> _AIM OF THE EXERCISE_:
Print, in exact form, the lines below from the one containing "Input: one rendered map. Read" through the one containing "Annotation task. Give me a JSON index of this screenshot.", and omit all others.

> _TASK MATERIAL_:
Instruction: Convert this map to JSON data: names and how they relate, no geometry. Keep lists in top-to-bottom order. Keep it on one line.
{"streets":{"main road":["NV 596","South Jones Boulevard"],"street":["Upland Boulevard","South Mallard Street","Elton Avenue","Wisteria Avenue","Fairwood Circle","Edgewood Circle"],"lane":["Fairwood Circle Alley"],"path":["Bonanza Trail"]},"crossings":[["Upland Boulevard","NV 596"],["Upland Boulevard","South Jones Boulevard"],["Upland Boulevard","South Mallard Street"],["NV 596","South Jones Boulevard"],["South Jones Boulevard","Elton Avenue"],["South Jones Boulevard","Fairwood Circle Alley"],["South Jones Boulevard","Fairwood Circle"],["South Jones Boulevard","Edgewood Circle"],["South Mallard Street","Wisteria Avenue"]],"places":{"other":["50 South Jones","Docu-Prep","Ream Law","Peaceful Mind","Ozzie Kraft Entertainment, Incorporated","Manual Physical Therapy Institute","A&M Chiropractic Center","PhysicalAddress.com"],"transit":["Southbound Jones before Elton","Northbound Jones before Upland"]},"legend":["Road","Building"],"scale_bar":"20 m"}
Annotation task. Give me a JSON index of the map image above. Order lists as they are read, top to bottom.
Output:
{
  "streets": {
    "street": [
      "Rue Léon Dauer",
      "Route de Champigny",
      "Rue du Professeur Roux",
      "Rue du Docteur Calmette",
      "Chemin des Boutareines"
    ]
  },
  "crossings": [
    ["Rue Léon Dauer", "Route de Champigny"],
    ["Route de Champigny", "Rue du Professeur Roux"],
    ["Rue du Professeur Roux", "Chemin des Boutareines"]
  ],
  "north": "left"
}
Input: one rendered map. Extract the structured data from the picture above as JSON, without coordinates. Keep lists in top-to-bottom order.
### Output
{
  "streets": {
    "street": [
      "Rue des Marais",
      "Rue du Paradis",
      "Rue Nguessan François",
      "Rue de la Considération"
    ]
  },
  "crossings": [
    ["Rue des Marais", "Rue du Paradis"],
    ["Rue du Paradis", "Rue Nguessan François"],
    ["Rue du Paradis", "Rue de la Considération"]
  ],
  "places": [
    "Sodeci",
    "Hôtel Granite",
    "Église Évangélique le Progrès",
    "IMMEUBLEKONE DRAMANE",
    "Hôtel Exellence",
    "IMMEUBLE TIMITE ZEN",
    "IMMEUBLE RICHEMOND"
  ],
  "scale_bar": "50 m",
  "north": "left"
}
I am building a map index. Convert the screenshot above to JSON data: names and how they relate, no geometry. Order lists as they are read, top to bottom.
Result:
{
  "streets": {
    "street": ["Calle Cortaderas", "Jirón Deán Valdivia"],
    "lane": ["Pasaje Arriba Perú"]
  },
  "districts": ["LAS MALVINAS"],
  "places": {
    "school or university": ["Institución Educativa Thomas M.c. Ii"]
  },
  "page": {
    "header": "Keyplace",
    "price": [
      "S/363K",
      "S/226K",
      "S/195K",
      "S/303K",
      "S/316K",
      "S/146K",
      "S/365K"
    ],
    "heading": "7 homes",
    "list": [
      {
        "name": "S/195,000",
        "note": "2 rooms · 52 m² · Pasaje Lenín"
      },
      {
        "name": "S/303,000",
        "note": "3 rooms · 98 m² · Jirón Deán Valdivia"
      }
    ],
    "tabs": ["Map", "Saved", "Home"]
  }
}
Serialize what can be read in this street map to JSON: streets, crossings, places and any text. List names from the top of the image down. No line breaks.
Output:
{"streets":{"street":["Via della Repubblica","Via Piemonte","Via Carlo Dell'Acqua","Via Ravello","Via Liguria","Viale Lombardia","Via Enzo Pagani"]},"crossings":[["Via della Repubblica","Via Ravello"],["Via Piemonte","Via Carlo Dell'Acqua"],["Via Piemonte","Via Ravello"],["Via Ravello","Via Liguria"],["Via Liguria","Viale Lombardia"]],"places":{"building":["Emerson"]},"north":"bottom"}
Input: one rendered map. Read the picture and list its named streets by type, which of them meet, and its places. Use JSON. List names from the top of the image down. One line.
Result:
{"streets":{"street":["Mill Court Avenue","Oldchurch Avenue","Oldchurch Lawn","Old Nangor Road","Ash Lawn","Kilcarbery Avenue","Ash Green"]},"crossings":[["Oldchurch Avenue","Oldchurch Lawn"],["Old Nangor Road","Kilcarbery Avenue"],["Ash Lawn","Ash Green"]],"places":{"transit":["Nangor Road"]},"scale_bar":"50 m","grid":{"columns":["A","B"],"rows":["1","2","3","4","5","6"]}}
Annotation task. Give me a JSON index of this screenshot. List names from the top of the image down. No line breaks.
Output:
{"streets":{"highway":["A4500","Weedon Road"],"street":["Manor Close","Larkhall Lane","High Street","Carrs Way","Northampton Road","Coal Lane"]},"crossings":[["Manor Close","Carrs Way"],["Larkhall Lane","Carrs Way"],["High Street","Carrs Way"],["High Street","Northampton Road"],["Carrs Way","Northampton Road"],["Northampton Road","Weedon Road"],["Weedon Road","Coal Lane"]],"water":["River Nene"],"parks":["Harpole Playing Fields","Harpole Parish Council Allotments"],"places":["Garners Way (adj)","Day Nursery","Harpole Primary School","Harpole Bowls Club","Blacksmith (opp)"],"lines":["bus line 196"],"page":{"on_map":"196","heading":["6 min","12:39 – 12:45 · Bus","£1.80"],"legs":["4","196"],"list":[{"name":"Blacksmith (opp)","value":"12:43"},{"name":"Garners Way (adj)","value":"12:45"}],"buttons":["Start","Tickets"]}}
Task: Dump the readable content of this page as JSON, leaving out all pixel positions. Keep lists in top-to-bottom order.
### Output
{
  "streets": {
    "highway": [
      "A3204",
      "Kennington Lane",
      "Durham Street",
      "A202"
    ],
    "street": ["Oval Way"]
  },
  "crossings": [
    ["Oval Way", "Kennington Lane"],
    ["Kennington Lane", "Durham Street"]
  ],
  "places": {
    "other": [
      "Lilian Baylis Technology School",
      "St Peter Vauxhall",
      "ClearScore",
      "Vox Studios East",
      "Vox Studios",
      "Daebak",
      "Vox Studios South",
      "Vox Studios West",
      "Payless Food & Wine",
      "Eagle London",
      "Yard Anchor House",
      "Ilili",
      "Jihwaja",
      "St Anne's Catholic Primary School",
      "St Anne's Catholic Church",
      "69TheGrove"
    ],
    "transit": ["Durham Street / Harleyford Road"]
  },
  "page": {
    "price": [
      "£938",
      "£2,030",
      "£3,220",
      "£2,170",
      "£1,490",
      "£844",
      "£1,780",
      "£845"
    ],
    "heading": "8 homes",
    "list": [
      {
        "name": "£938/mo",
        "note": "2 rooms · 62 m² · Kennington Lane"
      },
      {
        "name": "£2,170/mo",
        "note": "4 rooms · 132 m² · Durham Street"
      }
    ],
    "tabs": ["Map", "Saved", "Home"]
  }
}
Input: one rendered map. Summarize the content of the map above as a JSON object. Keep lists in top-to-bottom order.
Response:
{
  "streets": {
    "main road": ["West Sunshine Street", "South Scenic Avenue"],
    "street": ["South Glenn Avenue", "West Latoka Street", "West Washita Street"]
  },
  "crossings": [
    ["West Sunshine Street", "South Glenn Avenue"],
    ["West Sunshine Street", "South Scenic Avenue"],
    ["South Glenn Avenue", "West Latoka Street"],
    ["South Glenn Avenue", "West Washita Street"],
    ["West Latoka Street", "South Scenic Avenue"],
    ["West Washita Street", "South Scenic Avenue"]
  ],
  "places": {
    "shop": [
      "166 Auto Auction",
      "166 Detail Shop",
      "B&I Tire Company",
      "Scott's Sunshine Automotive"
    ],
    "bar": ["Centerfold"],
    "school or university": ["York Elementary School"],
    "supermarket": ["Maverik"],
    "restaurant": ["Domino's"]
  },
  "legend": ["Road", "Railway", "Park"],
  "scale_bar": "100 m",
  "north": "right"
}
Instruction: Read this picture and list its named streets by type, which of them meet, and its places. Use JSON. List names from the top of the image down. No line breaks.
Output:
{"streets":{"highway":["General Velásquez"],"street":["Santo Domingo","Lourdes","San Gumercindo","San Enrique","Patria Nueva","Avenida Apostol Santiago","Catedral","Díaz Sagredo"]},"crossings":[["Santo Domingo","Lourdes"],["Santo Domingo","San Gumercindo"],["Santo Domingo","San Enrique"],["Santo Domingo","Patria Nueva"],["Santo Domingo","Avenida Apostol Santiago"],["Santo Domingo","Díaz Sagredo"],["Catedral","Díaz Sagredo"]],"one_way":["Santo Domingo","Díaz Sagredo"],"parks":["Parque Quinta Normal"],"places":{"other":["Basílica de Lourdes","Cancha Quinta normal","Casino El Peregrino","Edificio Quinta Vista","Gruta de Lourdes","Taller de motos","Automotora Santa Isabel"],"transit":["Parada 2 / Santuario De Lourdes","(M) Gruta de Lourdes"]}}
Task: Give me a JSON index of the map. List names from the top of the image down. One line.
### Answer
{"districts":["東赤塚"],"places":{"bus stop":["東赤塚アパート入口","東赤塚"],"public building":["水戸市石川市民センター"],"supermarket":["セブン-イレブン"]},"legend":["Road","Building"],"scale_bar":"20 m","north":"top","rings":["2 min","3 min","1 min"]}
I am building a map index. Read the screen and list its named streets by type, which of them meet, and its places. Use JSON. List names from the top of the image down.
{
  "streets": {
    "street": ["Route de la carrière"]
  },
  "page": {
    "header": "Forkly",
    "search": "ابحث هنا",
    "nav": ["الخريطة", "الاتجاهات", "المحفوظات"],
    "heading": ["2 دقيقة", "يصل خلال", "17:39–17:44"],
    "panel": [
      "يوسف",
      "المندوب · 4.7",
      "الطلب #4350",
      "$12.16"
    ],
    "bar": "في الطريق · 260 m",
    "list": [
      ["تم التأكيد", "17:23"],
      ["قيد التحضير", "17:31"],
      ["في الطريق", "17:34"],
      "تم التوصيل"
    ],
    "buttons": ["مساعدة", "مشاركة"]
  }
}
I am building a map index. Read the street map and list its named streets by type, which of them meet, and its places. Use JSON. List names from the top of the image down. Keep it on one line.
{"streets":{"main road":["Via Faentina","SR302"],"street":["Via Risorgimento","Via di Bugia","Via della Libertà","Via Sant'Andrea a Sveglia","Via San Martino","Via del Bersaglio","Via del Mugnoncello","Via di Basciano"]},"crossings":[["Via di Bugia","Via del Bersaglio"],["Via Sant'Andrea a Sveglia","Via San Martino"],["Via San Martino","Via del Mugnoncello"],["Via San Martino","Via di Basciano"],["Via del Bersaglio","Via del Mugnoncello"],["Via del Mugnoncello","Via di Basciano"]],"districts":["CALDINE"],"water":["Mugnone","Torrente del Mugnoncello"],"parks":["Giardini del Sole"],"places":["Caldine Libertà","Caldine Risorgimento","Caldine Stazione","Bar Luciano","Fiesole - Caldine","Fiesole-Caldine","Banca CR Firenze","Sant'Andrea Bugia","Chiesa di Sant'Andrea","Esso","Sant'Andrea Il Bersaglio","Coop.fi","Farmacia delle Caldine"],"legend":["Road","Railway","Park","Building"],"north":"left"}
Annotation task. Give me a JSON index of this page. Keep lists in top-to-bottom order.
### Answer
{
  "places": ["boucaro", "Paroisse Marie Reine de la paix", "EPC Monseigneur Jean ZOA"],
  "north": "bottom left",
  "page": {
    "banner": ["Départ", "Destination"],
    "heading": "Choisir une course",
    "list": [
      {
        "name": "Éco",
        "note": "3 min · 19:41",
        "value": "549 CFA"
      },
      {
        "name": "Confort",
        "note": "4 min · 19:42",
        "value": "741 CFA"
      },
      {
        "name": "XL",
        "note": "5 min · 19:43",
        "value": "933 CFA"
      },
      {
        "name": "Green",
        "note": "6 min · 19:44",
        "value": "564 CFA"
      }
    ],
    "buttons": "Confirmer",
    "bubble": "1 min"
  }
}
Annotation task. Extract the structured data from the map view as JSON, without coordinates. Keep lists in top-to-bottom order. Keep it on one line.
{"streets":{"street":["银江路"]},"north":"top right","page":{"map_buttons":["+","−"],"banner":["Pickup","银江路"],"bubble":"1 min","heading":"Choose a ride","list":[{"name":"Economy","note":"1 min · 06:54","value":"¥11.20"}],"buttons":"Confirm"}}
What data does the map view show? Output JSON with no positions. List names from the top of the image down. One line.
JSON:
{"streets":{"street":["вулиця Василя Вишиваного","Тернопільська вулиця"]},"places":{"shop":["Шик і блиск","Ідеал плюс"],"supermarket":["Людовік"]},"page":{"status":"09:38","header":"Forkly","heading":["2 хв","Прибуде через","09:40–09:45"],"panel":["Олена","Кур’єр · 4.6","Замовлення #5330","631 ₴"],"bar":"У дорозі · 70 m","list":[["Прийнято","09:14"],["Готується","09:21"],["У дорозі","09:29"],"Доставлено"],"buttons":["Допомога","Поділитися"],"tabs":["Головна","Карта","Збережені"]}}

> _WRITTEN ANSWER_:
Input: one rendered map. Read the picture and list its named streets by type, which of them meet, and its places. Use JSON. List names from the top of the image down. One line.
Result:
{"streets":{"street":["Mill Court Avenue","Oldchurch Avenue","Oldchurch Lawn","Old Nangor Road","Ash Lawn","Kilcarbery Avenue","Ash Green"]},"crossings":[["Oldchurch Avenue","Oldchurch Lawn"],["Old Nangor Road","Kilcarbery Avenue"],["Ash Lawn","Ash Green"]],"places":{"transit":["Nangor Road"]},"scale_bar":"50 m","grid":{"columns":["A","B"],"rows":["1","2","3","4","5","6"]}}
Annotation task. Give me a JSON index of this screenshot. List names from the top of the image down. No line breaks.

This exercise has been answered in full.